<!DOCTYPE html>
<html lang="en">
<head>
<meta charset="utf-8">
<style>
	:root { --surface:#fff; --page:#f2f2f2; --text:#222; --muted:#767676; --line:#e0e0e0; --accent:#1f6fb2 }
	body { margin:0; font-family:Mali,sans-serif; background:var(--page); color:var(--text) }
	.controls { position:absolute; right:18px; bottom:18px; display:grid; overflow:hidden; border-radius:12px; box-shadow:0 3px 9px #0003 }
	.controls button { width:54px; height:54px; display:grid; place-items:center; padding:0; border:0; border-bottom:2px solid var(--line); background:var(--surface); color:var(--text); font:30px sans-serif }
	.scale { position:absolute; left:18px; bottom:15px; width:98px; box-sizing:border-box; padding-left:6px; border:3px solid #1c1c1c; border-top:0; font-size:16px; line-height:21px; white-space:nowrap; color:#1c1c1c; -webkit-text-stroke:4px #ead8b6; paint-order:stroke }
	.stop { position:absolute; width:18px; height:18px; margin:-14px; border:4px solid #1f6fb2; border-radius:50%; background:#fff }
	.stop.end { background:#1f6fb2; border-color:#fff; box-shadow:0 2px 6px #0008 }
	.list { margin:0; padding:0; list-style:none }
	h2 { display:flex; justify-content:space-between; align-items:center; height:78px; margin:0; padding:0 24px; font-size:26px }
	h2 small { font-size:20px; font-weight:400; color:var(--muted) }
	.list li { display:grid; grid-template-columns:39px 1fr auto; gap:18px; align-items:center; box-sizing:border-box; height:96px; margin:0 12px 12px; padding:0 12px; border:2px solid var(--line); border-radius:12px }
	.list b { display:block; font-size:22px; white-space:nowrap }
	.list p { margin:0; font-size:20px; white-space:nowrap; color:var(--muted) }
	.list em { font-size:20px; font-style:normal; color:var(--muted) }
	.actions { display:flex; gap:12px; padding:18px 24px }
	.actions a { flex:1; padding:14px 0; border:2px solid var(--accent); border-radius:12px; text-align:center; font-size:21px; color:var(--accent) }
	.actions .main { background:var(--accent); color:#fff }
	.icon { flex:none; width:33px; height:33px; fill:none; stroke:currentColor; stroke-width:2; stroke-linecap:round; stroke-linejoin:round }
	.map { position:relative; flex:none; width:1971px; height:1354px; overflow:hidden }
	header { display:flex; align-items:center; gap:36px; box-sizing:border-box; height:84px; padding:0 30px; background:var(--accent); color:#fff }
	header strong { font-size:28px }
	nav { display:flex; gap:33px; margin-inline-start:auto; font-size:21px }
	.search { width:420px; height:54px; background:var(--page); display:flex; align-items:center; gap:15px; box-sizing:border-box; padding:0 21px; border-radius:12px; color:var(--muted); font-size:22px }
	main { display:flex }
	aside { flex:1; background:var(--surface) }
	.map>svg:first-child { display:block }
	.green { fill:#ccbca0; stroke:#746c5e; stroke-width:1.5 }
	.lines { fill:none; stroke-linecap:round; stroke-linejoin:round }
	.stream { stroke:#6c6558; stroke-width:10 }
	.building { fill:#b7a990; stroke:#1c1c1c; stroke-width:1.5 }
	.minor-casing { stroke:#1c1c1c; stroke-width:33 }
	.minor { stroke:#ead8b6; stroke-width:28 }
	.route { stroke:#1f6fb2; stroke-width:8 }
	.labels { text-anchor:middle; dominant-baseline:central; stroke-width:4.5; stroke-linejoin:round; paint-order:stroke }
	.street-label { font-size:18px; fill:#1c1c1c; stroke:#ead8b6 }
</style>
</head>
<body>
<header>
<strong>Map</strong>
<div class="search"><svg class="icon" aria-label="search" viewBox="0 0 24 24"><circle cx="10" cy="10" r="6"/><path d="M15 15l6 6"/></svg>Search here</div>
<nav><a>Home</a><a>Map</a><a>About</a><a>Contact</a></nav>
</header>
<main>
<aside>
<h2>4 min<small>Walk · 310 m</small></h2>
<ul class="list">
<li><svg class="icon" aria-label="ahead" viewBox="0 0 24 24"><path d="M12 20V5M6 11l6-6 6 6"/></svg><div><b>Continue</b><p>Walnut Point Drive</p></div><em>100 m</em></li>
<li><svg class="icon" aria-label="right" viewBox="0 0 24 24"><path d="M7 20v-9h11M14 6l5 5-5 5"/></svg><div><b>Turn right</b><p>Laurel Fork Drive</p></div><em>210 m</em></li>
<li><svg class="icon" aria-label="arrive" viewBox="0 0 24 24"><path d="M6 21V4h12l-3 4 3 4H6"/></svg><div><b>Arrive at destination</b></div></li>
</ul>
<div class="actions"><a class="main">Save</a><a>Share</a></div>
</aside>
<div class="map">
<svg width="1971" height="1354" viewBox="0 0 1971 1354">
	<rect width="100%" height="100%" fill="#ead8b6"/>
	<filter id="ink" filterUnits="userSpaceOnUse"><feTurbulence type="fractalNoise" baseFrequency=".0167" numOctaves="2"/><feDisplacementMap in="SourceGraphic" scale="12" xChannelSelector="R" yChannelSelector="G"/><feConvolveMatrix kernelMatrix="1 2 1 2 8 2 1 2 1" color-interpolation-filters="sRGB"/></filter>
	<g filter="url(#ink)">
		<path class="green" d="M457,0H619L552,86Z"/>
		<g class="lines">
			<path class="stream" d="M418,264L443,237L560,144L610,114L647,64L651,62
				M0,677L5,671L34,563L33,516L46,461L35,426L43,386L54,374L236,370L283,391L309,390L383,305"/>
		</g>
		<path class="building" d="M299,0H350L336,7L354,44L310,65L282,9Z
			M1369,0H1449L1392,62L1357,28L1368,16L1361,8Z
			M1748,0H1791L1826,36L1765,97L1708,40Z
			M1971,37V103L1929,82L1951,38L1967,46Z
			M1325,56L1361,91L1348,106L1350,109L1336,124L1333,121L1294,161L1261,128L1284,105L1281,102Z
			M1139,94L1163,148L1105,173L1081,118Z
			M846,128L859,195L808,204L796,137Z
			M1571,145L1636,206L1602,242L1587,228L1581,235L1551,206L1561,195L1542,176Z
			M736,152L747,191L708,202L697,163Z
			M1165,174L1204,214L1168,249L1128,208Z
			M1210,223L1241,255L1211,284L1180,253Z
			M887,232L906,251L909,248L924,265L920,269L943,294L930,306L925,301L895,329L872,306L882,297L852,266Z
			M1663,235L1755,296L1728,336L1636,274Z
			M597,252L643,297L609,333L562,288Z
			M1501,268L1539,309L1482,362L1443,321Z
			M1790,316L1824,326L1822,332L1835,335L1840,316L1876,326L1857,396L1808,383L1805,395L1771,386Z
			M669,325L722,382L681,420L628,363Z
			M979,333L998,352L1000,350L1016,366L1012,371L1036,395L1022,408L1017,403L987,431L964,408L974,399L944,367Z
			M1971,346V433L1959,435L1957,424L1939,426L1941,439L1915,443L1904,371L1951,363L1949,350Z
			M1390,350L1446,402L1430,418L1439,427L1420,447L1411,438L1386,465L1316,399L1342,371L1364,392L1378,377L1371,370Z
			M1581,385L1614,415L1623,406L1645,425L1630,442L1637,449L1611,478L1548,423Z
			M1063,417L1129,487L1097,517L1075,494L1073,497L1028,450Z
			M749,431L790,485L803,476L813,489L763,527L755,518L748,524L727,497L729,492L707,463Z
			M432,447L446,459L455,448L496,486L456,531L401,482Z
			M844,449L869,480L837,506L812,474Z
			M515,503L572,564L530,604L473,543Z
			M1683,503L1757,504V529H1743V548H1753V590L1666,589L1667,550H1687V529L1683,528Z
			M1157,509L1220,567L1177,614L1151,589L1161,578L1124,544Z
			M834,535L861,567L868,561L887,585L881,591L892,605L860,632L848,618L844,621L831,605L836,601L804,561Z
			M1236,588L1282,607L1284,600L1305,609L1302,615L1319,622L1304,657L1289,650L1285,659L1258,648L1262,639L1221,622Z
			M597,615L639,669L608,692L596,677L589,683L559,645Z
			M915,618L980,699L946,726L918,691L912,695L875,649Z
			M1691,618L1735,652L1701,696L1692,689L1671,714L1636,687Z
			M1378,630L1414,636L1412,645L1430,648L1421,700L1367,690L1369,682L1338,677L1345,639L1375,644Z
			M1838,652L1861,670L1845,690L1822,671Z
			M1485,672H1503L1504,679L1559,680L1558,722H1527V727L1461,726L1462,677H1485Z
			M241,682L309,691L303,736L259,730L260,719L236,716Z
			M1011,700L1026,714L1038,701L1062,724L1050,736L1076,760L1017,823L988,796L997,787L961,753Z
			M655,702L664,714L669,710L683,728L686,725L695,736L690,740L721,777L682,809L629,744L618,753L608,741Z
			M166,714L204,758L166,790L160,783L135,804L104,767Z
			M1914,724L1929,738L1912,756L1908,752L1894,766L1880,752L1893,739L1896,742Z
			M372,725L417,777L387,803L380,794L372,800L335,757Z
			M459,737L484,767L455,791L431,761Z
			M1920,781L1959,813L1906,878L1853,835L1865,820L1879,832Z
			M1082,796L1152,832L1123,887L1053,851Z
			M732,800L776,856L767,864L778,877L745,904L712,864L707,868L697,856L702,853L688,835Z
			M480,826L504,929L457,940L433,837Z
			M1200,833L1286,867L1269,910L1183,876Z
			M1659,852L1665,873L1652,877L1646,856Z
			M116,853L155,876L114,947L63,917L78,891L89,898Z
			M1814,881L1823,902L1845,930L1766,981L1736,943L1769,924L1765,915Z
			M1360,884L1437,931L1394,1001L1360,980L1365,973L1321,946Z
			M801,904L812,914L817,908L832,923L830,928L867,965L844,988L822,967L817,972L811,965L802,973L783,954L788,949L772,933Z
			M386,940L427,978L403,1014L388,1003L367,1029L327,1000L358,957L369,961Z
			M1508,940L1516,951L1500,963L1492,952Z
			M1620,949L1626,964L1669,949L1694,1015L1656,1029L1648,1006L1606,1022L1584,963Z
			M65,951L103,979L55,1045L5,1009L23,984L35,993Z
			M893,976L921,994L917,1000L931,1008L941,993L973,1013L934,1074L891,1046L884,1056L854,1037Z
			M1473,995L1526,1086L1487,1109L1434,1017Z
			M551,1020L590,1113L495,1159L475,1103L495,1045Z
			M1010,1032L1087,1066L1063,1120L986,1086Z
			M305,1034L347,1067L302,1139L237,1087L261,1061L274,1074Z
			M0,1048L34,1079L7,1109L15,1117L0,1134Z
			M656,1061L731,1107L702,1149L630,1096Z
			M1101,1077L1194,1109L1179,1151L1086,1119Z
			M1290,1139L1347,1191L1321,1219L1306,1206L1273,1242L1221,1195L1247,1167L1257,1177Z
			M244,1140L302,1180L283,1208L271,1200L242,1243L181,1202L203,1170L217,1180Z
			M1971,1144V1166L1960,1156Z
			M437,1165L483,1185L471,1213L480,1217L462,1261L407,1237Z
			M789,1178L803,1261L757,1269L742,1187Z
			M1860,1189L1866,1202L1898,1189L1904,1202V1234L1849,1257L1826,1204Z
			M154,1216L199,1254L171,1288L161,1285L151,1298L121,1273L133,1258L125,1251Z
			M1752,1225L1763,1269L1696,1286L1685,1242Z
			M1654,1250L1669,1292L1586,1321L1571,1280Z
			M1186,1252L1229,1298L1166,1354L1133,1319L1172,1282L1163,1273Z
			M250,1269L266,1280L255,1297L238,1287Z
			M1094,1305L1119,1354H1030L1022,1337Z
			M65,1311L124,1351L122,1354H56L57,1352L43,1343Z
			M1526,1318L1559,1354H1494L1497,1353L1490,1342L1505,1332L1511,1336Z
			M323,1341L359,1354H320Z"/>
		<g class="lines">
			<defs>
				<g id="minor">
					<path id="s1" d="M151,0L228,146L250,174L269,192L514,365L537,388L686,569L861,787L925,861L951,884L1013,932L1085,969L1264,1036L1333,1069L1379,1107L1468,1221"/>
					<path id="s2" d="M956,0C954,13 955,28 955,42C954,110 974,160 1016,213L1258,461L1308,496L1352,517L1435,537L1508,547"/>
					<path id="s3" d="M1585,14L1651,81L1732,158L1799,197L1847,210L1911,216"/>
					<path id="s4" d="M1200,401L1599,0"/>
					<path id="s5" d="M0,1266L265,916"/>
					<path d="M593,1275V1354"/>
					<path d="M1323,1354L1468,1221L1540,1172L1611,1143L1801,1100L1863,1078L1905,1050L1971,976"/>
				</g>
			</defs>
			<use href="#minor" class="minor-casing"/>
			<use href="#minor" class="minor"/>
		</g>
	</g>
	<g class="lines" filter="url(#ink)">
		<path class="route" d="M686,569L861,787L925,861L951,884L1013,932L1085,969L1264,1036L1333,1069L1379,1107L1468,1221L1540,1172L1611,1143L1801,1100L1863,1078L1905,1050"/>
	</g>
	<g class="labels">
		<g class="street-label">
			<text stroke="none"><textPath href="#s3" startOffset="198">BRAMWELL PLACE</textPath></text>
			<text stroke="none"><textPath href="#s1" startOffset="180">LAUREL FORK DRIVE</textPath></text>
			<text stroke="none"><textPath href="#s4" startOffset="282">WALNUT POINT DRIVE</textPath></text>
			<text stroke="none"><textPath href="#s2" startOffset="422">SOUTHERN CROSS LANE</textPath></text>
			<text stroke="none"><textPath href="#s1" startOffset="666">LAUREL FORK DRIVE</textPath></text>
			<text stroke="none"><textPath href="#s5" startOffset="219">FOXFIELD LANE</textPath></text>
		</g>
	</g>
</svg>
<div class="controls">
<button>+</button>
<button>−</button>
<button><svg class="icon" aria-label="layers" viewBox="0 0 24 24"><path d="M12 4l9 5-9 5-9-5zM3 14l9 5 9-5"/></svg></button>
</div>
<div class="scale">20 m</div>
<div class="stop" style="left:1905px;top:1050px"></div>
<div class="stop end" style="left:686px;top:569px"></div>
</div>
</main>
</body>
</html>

▶ Task instructions
Scan the material above for the word "bottom", and copy every line in which it is found.

▶ Finished exercise
	.controls { position:absolute; right:18px; bottom:18px; display:grid; overflow:hidden; border-radius:12px; box-shadow:0 3px 9px #0003 }
	.controls button { width:54px; height:54px; display:grid; place-items:center; padding:0; border:0; border-bottom:2px solid var(--line); background:var(--surface); color:var(--text); font:30px sans-serif }
	.scale { position:absolute; left:18px; bottom:15px; width:98px; box-sizing:border-box; padding-left:6px; border:3px solid #1c1c1c; border-top:0; font-size:16px; line-height:21px; white-space:nowrap; color:#1c1c1c; -webkit-text-stroke:4px #ead8b6; paint-order:stroke }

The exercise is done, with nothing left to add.